I hate school - wornoutman

I am tired of school. I feel like every school day is like going into a battle, coming out all beaten up and exhausted. I love assignments but when it comes to tests I cannot still and study. I am in programming and it doesn&#x27;t make sense to have written exams or test for it. I want to drop out, but I feel like school is the easiest thing in life, but if I can&#x27;t do that then how can I do anything else in life?
======
gordonzhu
Even though I've done things that many people consider harder than school
(taught myself programming, worked at Google, quit to start my own company), I
felt like succeeding in school was much more difficult.

(1) The main reason is that ~90% of the things you do in school make zero
sense. They happen just because that's the way things have always been done.
In this kind of environment, it is really hard to find the motivation and will
to succeed.

(2) Very few people actually give a fuck in school, which adds to the
dreariness. Many of the best students are just the best at gaming the system.
Most professors don't care and are focused on research. The result is that the
people at the top of the system are often the people you respect the least.

(3) Grading on a curve can be brutal. You can have an easy class where
everyone gets the material, but because the professor wants to have a certain
distribution on the test, the standard deviation is tiny. That means the line
between success and failure is actually incredibly thin. This means that
beating your peers is a lot more important than actually knowing the material
well enough. In practice, this forces students to overstudy boring material
just because everyone else is too.

------
egregiouscoder
It seems as if you don't enjoy what you are doing. I'm in college and this is
my fourth year as a CSE (computer science/engineering major). The programming
assignments should prepare you for the written exams/test and the real world
industry. Computer Science/Engineering isn't limited to just writing programs,
but understand the architecture and design patterns. If programming was a
passion of yours, test/exams should be a breeze. I don't remember the last
time I actually tried to cram/study for a test or even a final. It's because I
was applying everything I had learned. The data structures and the concepts. I
begin to read and understand how software works because I wanted to. Then I
realized that I already learned a lot of the things they were telling me in
class. So classes was just a practice/review.

Don't drop out my friend. Hang in there.

------
greenpizza13
I felt the same way about written tests when I was in school. These tests
would ask you to find errors and follow loops... this is silly since we have
modern debuggers to help with this.

Just try to remember that life is not like school. In life there aren't tests
so much as there are learning experiences. When you program, you're constantly
learning, correcting, analyzing, and perfecting until things are just right.
This is what makes it so much fun.

I agree with the others here that it would help to talk to the counselor and
your teachers. On top of that, if it helps, remember that many others went
through the similarly insane rigors of modern higher education to find that in
retrospect it was a highly helpful learning experience, if not tedious at
times.

Best of luck!

------
bavcyc
See if your school has a counseling center, they can help you with
strategies/techniques to make it through. Take a look at the tomato timer
technique and see if you can adapt/apply it to your situation.

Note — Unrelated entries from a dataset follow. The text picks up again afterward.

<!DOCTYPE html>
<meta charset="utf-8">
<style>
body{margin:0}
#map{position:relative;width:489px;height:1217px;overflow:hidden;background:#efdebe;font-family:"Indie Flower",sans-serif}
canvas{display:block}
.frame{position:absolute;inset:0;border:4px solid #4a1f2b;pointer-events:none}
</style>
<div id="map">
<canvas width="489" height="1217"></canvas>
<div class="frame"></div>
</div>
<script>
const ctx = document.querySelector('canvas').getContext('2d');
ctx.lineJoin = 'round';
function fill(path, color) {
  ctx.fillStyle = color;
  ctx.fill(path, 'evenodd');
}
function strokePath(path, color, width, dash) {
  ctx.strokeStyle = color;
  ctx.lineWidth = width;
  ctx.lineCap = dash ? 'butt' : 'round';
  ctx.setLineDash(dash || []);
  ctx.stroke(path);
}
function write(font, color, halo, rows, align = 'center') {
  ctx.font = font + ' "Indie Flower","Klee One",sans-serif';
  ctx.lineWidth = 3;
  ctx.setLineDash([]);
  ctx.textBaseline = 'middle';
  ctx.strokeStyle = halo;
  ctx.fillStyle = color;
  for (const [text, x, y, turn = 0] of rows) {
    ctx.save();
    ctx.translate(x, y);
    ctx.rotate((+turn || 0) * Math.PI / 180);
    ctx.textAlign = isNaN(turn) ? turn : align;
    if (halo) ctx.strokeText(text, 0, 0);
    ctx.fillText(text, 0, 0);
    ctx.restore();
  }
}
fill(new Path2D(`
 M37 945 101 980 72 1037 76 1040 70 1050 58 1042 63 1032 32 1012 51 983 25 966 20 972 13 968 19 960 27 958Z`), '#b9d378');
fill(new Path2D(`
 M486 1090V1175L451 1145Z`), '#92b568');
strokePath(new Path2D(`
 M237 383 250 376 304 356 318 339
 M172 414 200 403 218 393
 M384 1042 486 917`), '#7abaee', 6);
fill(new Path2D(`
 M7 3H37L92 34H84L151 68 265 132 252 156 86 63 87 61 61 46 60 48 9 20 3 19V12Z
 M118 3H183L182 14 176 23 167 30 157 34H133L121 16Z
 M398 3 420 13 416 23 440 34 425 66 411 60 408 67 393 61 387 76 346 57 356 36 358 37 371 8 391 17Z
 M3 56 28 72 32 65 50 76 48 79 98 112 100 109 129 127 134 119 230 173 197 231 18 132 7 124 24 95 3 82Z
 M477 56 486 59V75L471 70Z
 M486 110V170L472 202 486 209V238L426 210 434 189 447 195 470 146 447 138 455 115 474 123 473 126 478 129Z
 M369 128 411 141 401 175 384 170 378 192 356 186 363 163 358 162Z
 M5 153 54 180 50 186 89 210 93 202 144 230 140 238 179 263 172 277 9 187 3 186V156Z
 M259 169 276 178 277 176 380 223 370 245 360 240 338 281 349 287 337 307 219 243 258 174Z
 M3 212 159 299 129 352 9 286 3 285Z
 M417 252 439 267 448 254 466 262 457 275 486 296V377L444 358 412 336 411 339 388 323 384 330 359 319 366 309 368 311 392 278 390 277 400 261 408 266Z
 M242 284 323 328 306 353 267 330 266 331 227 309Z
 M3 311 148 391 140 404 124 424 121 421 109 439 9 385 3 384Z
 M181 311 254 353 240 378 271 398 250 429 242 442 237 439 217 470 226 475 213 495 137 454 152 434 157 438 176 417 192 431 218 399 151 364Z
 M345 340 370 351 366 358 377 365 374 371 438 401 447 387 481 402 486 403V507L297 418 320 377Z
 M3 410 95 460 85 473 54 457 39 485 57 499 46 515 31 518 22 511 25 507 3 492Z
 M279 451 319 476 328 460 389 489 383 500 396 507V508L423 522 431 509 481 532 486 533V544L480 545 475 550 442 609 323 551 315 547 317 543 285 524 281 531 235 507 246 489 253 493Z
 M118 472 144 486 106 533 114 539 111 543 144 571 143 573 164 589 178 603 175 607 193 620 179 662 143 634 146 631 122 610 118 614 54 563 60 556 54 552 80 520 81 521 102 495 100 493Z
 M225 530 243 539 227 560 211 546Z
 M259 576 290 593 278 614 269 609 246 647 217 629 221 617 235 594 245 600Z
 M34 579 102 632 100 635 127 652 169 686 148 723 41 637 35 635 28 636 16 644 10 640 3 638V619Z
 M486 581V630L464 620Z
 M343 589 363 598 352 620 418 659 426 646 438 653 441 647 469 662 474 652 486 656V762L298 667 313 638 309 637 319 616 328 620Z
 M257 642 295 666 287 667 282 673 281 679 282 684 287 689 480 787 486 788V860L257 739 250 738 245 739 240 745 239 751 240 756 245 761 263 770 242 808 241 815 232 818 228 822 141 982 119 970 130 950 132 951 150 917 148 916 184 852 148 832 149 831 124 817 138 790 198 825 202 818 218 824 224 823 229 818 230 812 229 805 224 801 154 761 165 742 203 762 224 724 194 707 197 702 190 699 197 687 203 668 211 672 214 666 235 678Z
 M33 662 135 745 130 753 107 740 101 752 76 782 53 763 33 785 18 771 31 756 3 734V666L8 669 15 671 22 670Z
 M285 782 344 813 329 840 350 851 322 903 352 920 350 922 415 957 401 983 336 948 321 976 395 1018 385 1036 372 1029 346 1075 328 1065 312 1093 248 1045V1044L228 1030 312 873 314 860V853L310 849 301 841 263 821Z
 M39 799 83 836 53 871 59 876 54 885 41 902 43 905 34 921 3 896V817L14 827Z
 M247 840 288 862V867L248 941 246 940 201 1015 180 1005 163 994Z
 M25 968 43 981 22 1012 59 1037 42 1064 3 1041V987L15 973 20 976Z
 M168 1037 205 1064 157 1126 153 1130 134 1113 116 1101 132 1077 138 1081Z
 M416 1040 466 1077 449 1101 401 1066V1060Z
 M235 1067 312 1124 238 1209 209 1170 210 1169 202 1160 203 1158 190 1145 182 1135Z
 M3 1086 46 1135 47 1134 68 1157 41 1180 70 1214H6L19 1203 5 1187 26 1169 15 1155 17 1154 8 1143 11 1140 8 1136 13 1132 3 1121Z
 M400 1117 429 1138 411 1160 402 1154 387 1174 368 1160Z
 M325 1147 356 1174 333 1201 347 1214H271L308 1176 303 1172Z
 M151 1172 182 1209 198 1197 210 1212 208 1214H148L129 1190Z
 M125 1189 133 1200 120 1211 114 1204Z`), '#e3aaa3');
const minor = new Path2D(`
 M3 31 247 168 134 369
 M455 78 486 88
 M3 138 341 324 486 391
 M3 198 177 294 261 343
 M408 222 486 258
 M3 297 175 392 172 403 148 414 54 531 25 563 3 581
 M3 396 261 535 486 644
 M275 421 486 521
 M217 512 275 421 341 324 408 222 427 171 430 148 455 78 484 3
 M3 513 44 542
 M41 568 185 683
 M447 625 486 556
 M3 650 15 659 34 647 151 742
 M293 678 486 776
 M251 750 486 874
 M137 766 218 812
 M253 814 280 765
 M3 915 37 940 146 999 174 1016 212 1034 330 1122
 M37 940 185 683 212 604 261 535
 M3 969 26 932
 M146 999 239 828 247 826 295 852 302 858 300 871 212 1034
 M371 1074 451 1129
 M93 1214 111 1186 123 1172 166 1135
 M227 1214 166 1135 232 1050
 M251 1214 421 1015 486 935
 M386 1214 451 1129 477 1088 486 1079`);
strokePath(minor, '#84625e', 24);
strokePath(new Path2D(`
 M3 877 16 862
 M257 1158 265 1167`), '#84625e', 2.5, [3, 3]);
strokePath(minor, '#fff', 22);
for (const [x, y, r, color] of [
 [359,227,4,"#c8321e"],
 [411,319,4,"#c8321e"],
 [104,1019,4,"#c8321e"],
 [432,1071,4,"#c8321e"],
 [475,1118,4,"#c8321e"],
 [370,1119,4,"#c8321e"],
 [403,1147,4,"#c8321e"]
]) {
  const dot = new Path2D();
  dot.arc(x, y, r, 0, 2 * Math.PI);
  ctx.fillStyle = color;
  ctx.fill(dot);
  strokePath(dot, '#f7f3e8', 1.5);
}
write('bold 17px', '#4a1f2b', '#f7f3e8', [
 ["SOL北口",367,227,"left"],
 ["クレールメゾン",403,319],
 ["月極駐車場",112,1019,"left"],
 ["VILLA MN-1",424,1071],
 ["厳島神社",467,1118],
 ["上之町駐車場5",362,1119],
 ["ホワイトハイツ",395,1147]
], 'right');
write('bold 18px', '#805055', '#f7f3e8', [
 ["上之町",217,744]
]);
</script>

Very rarely will you ever do 100% of what you enjoy in life. And if all you do
is what you enjoy, then it becomes ordinary and can lose it's luster.

From my perspective, academics is 'jumping through hoops' to obtain a
credential. My strategy for making it through was to find things I enjoyed to
use as a reward for completing what I didn't want to do. I would also do
research on a topic of interest and figure out how to learn it along with good
ways to apply it.

------
debacle
> I feel like school is the easiest thing in life

If you are unmotivated, the easiest things in life can still be very taxing.

And if you are depressed, some days you aren't capable of tying your shoes.

------
minimumuser
Tell people how you feel - teacher, parents, counsellor - whoever.

If all else fails, remember this...

"he will never amount to anything" \- Einstein's teacher to his father.